• EXERCISE REQUIREMENTS: Search the records for the word "buttons" and pick out every line that has it.

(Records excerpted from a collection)
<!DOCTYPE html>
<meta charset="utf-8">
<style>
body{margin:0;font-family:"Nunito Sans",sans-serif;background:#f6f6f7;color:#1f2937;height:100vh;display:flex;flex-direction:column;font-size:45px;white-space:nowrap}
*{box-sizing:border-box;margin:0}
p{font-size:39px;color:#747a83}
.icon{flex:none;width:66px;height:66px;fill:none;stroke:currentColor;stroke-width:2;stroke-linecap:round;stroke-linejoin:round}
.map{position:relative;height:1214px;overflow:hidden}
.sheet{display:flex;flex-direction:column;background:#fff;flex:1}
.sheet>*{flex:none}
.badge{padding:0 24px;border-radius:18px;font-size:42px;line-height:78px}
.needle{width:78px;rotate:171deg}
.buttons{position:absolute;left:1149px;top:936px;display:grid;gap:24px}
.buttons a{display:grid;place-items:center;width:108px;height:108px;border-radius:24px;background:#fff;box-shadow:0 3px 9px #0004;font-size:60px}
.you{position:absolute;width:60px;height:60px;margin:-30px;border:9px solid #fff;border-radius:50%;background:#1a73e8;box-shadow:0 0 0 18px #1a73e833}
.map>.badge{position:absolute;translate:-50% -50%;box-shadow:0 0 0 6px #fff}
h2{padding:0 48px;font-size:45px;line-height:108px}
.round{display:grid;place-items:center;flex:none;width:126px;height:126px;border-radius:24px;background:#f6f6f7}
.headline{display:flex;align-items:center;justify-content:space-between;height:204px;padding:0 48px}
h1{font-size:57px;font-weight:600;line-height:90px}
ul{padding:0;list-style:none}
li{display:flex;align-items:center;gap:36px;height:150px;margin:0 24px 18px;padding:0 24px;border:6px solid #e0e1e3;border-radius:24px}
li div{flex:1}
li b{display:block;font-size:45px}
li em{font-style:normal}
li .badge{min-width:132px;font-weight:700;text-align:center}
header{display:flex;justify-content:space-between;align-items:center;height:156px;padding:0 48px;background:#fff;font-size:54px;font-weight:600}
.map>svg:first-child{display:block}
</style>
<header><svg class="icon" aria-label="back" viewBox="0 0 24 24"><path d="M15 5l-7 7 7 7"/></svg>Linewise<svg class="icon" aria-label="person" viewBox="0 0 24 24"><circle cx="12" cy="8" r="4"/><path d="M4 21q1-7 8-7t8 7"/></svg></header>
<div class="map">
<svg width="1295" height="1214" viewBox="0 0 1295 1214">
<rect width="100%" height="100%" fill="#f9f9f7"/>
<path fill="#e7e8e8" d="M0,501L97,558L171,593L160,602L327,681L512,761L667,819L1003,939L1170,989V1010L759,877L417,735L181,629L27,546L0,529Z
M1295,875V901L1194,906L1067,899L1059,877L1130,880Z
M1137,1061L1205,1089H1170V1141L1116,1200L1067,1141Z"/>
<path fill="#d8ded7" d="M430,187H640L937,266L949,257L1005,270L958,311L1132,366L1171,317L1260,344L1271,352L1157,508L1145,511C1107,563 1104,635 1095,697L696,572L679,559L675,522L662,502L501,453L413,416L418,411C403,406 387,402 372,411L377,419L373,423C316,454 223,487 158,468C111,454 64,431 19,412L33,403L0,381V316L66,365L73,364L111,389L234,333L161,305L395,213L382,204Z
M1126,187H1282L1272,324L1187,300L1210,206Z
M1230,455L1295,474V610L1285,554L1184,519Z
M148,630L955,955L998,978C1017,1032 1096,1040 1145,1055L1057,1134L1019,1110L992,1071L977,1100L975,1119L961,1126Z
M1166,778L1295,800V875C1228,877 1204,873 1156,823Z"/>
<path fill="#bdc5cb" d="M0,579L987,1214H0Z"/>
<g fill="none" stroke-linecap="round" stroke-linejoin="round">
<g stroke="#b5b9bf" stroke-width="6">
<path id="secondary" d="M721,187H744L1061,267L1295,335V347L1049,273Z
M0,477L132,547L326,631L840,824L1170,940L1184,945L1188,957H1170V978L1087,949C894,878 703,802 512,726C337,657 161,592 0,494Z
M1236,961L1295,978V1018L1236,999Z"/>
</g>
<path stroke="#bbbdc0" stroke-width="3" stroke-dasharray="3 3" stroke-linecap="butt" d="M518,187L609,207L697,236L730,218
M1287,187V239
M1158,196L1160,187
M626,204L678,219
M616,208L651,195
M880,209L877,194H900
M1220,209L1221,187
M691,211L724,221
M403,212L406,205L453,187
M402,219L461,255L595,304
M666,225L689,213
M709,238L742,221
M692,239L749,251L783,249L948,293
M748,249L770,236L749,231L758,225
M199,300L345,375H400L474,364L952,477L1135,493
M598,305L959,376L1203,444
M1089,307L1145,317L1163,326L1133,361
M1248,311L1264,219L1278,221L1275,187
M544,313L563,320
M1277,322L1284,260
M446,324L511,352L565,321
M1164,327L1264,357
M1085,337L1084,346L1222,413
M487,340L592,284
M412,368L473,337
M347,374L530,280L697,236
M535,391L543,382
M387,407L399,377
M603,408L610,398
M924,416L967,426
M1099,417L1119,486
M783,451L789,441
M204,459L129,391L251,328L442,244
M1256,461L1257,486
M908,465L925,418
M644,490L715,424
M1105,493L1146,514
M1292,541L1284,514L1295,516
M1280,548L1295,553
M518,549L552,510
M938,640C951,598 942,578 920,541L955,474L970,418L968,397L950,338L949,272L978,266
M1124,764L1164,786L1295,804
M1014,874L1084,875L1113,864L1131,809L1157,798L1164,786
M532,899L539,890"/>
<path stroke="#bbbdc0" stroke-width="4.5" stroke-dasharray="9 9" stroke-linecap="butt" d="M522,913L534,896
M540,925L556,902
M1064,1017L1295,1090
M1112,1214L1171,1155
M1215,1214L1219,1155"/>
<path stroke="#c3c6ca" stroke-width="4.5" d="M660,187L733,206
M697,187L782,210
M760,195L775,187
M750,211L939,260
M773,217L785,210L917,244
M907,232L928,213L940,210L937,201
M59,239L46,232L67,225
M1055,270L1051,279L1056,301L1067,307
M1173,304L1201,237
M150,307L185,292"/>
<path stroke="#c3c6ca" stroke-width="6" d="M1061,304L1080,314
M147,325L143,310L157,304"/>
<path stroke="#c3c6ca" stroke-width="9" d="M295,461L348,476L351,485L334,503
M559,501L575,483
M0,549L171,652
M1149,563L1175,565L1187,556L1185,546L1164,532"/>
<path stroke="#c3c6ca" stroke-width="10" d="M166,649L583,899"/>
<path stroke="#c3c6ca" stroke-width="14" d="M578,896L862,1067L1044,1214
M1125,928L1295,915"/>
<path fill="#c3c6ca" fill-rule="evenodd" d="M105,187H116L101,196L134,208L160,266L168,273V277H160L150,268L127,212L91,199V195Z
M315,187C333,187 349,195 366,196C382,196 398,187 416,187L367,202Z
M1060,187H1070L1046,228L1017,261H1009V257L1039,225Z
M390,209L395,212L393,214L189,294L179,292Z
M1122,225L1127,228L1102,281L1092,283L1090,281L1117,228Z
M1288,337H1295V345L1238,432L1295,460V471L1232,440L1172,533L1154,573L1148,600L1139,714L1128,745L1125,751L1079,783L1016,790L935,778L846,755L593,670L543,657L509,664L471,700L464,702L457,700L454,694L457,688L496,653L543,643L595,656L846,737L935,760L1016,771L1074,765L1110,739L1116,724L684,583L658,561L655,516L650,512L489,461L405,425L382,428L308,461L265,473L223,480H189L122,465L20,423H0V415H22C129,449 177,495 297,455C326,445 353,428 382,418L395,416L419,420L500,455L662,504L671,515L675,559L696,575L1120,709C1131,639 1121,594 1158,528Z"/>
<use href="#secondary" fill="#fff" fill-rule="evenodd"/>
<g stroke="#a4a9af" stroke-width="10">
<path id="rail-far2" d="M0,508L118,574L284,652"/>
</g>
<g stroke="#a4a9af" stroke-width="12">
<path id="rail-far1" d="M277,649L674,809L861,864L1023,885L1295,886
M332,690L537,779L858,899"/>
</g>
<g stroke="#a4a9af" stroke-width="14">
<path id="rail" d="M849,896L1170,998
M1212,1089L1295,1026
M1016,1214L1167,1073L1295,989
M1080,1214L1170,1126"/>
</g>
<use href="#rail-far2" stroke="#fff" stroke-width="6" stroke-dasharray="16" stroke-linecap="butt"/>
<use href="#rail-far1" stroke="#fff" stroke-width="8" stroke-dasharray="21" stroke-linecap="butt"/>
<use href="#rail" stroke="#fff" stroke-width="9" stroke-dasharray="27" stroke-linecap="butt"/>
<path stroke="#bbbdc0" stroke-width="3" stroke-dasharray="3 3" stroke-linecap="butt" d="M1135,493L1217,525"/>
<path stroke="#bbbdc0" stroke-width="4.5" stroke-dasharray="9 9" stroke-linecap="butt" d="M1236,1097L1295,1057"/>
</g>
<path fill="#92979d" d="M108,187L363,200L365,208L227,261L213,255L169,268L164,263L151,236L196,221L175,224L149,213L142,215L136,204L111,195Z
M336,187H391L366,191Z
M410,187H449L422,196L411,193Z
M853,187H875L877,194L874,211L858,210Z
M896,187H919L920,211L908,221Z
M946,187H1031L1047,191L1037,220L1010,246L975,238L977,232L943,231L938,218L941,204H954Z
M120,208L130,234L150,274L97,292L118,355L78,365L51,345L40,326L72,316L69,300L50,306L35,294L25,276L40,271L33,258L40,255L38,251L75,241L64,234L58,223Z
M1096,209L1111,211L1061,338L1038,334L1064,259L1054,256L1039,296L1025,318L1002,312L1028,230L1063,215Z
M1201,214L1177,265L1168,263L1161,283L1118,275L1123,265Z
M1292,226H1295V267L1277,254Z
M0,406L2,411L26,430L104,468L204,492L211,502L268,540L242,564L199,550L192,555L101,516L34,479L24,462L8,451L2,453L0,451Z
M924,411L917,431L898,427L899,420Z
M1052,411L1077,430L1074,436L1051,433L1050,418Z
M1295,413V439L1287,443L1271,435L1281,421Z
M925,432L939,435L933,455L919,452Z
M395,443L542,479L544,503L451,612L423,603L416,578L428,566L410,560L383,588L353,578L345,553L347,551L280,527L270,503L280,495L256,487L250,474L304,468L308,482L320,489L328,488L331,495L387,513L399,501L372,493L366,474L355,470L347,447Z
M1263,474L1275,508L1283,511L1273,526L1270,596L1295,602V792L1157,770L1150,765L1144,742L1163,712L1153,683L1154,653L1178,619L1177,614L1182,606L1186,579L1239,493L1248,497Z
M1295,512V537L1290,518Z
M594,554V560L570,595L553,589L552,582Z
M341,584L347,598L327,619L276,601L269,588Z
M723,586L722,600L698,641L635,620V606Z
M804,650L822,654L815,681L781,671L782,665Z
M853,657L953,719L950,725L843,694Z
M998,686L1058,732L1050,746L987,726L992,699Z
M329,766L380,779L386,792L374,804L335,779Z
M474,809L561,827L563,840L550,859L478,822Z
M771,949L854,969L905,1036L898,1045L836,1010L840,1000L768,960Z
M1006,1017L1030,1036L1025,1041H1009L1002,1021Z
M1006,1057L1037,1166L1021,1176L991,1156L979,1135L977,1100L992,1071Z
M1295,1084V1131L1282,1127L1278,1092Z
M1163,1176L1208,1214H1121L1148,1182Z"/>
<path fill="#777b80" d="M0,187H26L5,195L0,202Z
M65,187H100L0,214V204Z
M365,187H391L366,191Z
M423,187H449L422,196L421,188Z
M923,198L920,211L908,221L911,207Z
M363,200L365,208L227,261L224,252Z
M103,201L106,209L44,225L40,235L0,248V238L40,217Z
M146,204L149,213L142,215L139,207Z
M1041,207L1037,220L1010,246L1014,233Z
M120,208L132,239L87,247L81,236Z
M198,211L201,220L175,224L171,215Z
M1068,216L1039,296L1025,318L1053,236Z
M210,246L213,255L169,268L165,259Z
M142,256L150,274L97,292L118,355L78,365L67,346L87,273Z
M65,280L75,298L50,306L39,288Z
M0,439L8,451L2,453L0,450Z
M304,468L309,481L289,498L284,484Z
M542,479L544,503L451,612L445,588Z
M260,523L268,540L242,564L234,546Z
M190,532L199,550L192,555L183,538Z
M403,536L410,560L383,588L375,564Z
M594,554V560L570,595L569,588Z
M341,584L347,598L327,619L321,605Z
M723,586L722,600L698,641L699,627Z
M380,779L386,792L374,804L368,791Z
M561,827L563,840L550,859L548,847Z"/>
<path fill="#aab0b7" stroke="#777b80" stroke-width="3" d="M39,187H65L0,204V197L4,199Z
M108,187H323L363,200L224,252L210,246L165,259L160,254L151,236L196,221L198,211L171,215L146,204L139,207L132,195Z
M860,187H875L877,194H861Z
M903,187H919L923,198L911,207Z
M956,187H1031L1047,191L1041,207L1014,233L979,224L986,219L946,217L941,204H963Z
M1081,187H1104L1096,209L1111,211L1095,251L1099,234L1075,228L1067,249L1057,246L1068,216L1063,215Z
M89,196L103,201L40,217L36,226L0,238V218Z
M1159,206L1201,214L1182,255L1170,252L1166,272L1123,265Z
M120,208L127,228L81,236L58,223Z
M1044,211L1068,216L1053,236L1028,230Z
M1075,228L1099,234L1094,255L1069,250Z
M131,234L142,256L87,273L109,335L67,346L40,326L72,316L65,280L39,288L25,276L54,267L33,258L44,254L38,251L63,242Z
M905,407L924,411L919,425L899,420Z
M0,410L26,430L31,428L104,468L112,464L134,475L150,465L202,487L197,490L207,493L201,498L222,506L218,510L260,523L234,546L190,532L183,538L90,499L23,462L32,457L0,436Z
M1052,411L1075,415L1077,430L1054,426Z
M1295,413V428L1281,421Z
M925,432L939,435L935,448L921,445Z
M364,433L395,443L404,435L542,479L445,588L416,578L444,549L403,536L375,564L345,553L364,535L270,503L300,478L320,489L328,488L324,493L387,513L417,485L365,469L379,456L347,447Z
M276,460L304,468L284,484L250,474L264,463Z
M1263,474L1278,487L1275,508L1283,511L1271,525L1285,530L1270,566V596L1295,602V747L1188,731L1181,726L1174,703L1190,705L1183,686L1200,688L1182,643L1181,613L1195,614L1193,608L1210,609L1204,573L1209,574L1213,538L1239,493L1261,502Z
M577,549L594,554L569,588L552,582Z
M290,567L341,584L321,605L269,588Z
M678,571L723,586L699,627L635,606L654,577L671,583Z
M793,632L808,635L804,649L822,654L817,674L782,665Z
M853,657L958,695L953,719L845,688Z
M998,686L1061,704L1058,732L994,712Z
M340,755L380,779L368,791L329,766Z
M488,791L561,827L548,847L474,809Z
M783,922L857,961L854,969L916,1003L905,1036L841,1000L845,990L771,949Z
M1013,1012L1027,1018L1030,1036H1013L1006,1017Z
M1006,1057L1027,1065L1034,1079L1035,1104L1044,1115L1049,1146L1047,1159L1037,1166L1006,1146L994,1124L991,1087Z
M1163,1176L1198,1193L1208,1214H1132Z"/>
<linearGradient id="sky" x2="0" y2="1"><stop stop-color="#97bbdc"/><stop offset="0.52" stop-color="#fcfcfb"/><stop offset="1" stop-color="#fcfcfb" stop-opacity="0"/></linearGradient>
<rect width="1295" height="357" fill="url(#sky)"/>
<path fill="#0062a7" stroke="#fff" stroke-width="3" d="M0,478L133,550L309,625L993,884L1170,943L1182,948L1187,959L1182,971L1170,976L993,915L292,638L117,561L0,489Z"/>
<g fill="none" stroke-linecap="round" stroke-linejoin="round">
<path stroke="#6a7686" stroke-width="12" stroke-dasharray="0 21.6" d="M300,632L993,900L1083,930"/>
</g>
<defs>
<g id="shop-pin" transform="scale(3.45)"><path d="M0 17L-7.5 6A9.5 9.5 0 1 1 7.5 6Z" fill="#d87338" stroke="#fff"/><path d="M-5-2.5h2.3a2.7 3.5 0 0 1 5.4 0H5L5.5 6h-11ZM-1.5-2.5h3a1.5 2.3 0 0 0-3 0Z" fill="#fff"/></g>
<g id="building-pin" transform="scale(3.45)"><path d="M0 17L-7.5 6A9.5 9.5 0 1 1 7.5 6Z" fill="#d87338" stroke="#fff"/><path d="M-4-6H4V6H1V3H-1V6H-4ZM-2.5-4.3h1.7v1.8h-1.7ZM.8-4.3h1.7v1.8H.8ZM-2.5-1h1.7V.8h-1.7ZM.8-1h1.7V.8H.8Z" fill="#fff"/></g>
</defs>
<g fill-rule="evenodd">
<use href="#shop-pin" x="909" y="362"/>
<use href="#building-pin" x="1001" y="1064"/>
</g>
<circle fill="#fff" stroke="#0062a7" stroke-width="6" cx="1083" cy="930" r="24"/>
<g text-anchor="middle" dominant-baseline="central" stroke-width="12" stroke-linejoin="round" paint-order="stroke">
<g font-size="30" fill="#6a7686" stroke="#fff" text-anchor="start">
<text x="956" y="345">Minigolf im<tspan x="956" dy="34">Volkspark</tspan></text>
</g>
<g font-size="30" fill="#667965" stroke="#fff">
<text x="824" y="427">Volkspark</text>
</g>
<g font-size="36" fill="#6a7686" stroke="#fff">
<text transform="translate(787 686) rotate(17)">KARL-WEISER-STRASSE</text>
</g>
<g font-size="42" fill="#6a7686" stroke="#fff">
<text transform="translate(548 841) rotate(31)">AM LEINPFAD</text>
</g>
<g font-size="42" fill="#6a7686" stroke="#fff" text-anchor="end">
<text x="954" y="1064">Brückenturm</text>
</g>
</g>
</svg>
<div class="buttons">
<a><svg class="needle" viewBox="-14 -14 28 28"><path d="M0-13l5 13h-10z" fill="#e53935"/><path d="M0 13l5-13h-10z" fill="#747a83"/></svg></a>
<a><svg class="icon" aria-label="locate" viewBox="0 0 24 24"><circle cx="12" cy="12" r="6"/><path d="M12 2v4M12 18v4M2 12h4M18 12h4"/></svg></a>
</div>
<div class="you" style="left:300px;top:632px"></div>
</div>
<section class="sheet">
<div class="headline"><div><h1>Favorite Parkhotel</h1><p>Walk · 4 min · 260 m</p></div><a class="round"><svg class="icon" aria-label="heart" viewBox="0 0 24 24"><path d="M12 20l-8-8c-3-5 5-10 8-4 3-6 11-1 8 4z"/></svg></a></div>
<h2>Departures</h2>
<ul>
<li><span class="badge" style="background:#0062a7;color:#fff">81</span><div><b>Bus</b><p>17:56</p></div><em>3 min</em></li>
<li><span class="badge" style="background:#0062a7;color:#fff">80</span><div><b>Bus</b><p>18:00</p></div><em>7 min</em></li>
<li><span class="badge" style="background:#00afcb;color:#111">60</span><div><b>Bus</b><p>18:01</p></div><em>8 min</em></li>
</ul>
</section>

• SOLUTION TO THE EXERCISE:
.buttons{position:absolute;left:1149px;top:936px;display:grid;gap:24px}
.buttons a{display:grid;place-items:center;width:108px;height:108px;border-radius:24px;background:#fff;box-shadow:0 3px 9px #0004;font-size:60px}
<div class="buttons">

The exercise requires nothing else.